>>>>>

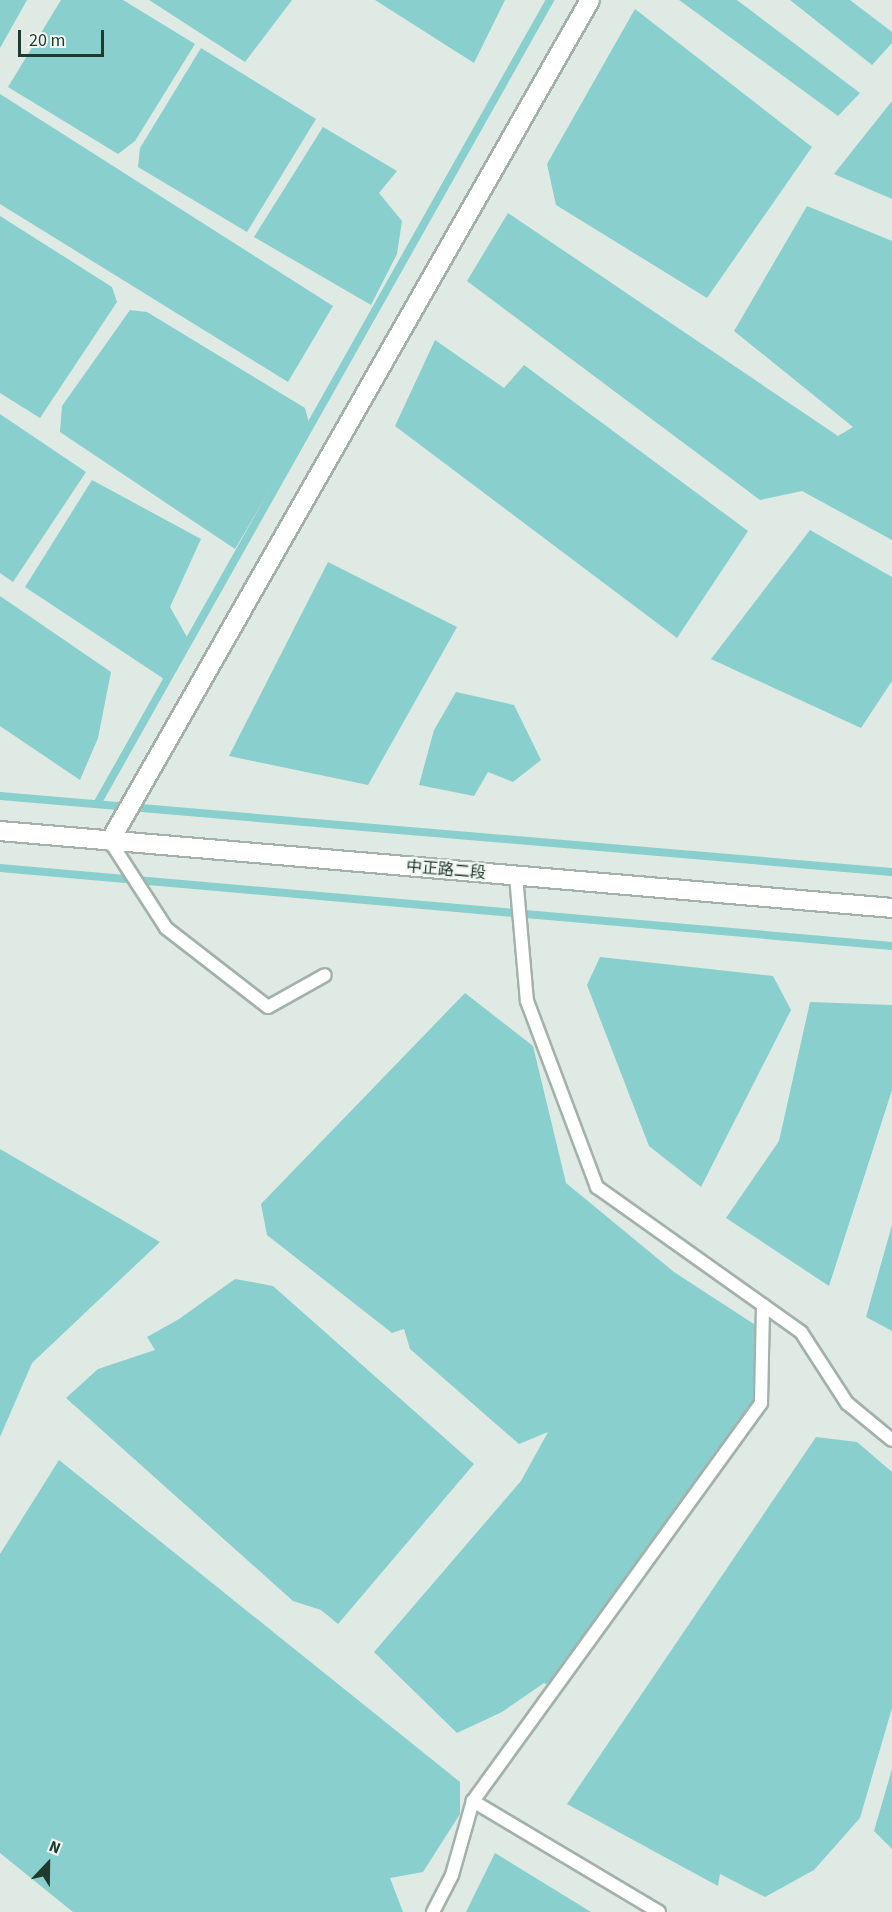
<!DOCTYPE html>
<html>
<head>
<meta charset="utf-8">
<style>
  body { margin:0 }
  #map { position:relative; width:892px; height:1912px; overflow:hidden; background:#dfeae4; font-family:"Source Sans 3","Noto Sans TC",sans-serif }
  div>[style] { position:absolute }
  .water>* { inset:0; background:#88cfce }
  .stream>* { height:8px; margin:-4px; padding:0 4px; transform-origin:4px; border-radius:4px; background:#88cfce }
  .roads { filter:drop-shadow(2px 0 #a2b2aa) drop-shadow(-2px 0 #a2b2aa) drop-shadow(0 2px #a2b2aa) drop-shadow(0 -2px #a2b2aa) }
  .lane>* { height:12px; margin:-6px; padding:0 6px; transform-origin:6px; border-radius:6px; background:#fff }
  .street>* { height:18px; margin:-9px; padding:0 9px; transform-origin:9px; border-radius:9px; background:#fff }
  .secondary>* { height:18px; margin:-9px; padding:0 9px; transform-origin:9px; border-radius:9px; background:#fff }
  span { translate:-50% -50%; white-space:nowrap; text-align:center; line-height:1.15; -webkit-text-stroke:4.5px #f0f7f2; paint-order:stroke }
  .street-label { font-size:16px; color:#213a2f }
  .north { position:absolute; left:18px; top:1834px; width:60px; height:60px; -webkit-text-stroke:4px #f0f7f2; paint-order:stroke; rotate:22deg; font-size:16px; font-weight:700; line-height:24px; text-align:center; color:#213a2f }
  .north::after { content:''; display:block; margin:auto; width:21px; height:27px; background:#213a2f; clip-path:polygon(50% 0,100% 100%,50% 72%,0 100%) }
  .scale { position:absolute; left:18px; top:30px; width:86px; height:27px; box-sizing:border-box; border:3px solid #213a2f; border-top:0; padding-left:8px; font-size:18px; line-height:21px; white-space:nowrap; color:#213a2f; -webkit-text-stroke:4px #f0f7f2; paint-order:stroke }
</style>
</head>
<body>
<div id="map">
  <div class="water">
    <div style="clip-path:polygon(0 0,27px 0,0 48px)"></div>
    <div style="clip-path:polygon(61px 0,123px 0,195px 44px,135px 141px,118px 154px,8px 87px)"></div>
    <div style="clip-path:polygon(149px 0,292px 0,245px 62px)"></div>
    <div style="clip-path:polygon(375px 0,505px 0,474px 63px)"></div>
    <div style="clip-path:polygon(679px 0,737px 0,860px 93px,838px 116px)"></div>
    <div style="clip-path:polygon(790px 0,850px 0,892px 32px,892px 43px,872px 65px)"></div>
    <div style="clip-path:polygon(635px 9px,812px 147px,707px 298px,556px 205px,547px 164px)"></div>
    <div style="clip-path:polygon(201px 48px,316px 119px,247px 232px,138px 167px,140px 148px)"></div>
    <div style="clip-path:polygon(0 94px,333px 306px,288px 382px,0 204px)"></div>
    <div style="clip-path:polygon(892px 101px,892px 199px,834px 174px)"></div>
    <div style="clip-path:polygon(323px 127px,397px 171px,379px 193px,402px 221px,397px 254px,371px 305px,254px 237px)"></div>
    <div style="clip-path:polygon(807px 206px,892px 241px,892px 540px,802px 491px,760px 500px,467px 281px,508px 213px,838px 436px,853px 427px,734px 331px)"></div>
    <div style="clip-path:polygon(0 216px,112px 287px,117px 302px,40px 418px,0 393px)"></div>
    <div style="clip-path:polygon(130px 310px,147px 312px,305px 408px,309px 423px,235px 549px,60px 432px,62px 406px)"></div>
    <div style="clip-path:polygon(435px 340px,504px 388px,524px 365px,748px 531px,677px 638px,395px 426px)"></div>
    <div style="clip-path:polygon(0 414px,86px 472px,13px 582px,0 573px)"></div>
    <div style="clip-path:polygon(92px 480px,201px 539px,170px 607px,191px 644px,164px 679px,25px 587px)"></div>
    <div style="clip-path:polygon(810px 530px,892px 577px,892px 681px,861px 728px,711px 659px)"></div>
    <div style="clip-path:polygon(328px 562px,457px 627px,368px 785px,229px 756px)"></div>
    <div style="clip-path:polygon(0 596px,111px 672px,98px 738px,80px 780px,0 726px)"></div>
    <div style="clip-path:polygon(456px 692px,514px 705px,541px 760px,513px 782px,488px 772px,474px 796px,419px 785px,434px 730px)"></div>
    <div style="clip-path:polygon(600px 957px,773px 976px,791px 1010px,701px 1187px,649px 1146px,587px 985px)"></div>
    <div style="clip-path:polygon(465px 993px,533px 1046px,566px 1183px,674px 1272px,763px 1330px,763px 1401px,561px 1691px,544px 1683px,502px 1712px,457px 1733px,374px 1652px,521px 1481px,548px 1432px,519px 1444px,410px 1349px,404px 1329px,392px 1333px,267px 1235px,261px 1204px)"></div>
    <div style="clip-path:polygon(810px 1002px,892px 1005px,892px 1090px,829px 1286px,726px 1218px,779px 1141px)"></div>
    <div style="clip-path:polygon(0 1149px,160px 1242px,32px 1363px,0 1437px)"></div>
    <div style="clip-path:polygon(892px 1225px,892px 1331px,866px 1317px)"></div>
    <div style="clip-path:polygon(235px 1279px,273px 1286px,474px 1464px,338px 1624px,321px 1610px,293px 1601px,66px 1398px,98px 1369px,155px 1350px,147px 1337px,179px 1319px)"></div>
    <div style="clip-path:polygon(816px 1437px,857px 1442px,892px 1472px,892px 1708px,860px 1818px,814px 1870px,765px 1897px,720px 1874px,718px 1886px,567px 1804px)"></div>
    <div style="clip-path:polygon(59px 1460px,460px 1782px,460px 1814px,423px 1872px,390px 1878px,403px 1912px,73px 1912px,0 1853px,0 1554px)"></div>
    <div style="clip-path:polygon(892px 1769px,892px 1849px,874px 1831px)"></div>
    <div style="clip-path:polygon(495px 1853px,591px 1912px,466px 1912px)"></div>
  </div>
  <div class="stream">
    <div style="left:0;top:796px;width:895px;rotate:4.87deg"></div>
    <div style="left:97px;top:804px;width:923px;rotate:-60.6deg"></div>
    <div style="left:0;top:868px;width:895px;rotate:5deg"></div>
  </div>
  <div class="roads">
    <div class="lane">
      <div style="left:110px;top:841px;width:103px;rotate:57.2deg"></div>
      <div style="left:166px;top:928px;width:129px;rotate:37.8deg"></div>
      <div style="left:268px;top:1007px;width:65px;rotate:-29.3deg"></div>
      <div style="left:516px;top:876px;width:125px;rotate:85deg"></div>
      <div style="left:527px;top:1001px;width:199px;rotate:69.4deg"></div>
      <div style="left:597px;top:1187px;width:250px;rotate:35.4deg"></div>
      <div style="left:801px;top:1332px;width:85px;rotate:57.1deg"></div>
      <div style="left:847px;top:1403px;width:58px;rotate:39.4deg"></div>
      <div style="left:433px;top:1912px;width:42px;rotate:-62.8deg"></div>
      <div style="left:452px;top:1875px;width:77px;rotate:-74.2deg"></div>
      <div style="left:659px;top:1912px;width:217px;rotate:-149.2deg"></div>
      <div style="left:473px;top:1801px;width:491px;rotate:-54.1deg"></div>
      <div style="left:761px;top:1403px;width:98px;rotate:-88.8deg"></div>
    </div>
    <div class="street">
      <div style="left:110px;top:841px;width:968px;rotate:-60.28deg"></div>
    </div>
    <div class="secondary">
      <div style="left:0;top:831px;width:895px;rotate:4.93deg"></div>
    </div>
  </div>
  <div class="street-label">
    <span style="left:446px;top:870px;rotate:5deg">中正路二段</span>
  </div>
  <div class="north">N</div>
  <div class="scale">20 m</div>
</div>
</body>
</html>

<<<<<

Copy each line of the data that contains the word "space".

  span { translate:-50% -50%; white-space:nowrap; text-align:center; line-height:1.15; -webkit-text-stroke:4.5px #f0f7f2; paint-order:stroke }
  .scale { position:absolute; left:18px; top:30px; width:86px; height:27px; box-sizing:border-box; border:3px solid #213a2f; border-top:0; padding-left:8px; font-size:18px; line-height:21px; white-space:nowrap; color:#213a2f; -webkit-text-stroke:4px #f0f7f2; paint-order:stroke }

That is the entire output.